Here the job is to copy the data exactly and to exclude every image from it.

** Records supplied follows **

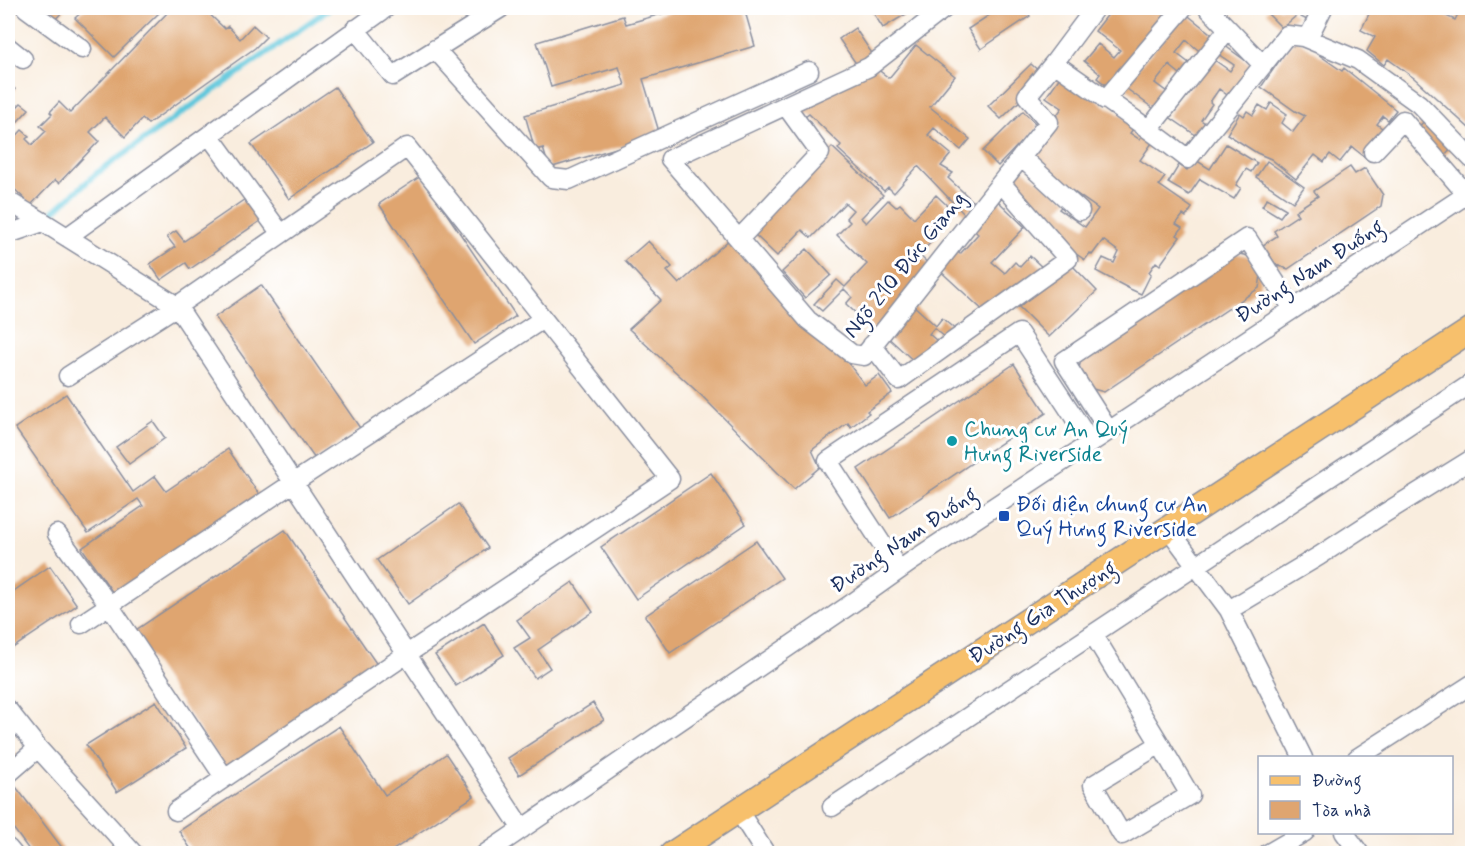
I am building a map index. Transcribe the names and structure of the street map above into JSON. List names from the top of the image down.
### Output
{
  "streets": {
    "main road": ["Đường Gia Thượng"],
    "street": ["Ngõ 210 Đức Giang", "Đường Nam Đuống"]
  },
  "places": {
    "other": ["Chung cư An Quý Hưng Riverside"],
    "transit": ["Đối diện chung cư An Quý Hưng Riverside"]
  },
  "legend": ["Đường", "Tòa nhà"]
}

** End of Records supplied **

**Response to this task:**
I am building a map index. Transcribe the names and structure of the street map above into JSON. List names from the top of the image down.
### Output
{
  "streets": {
    "main road": ["Đường Gia Thượng"],
    "street": ["Ngõ 210 Đức Giang", "Đường Nam Đuống"]
  },
  "places": {
    "other": ["Chung cư An Quý Hưng Riverside"],
    "transit": ["Đối diện chung cư An Quý Hưng Riverside"]
  },
  "legend": ["Đường", "Tòa nhà"]
}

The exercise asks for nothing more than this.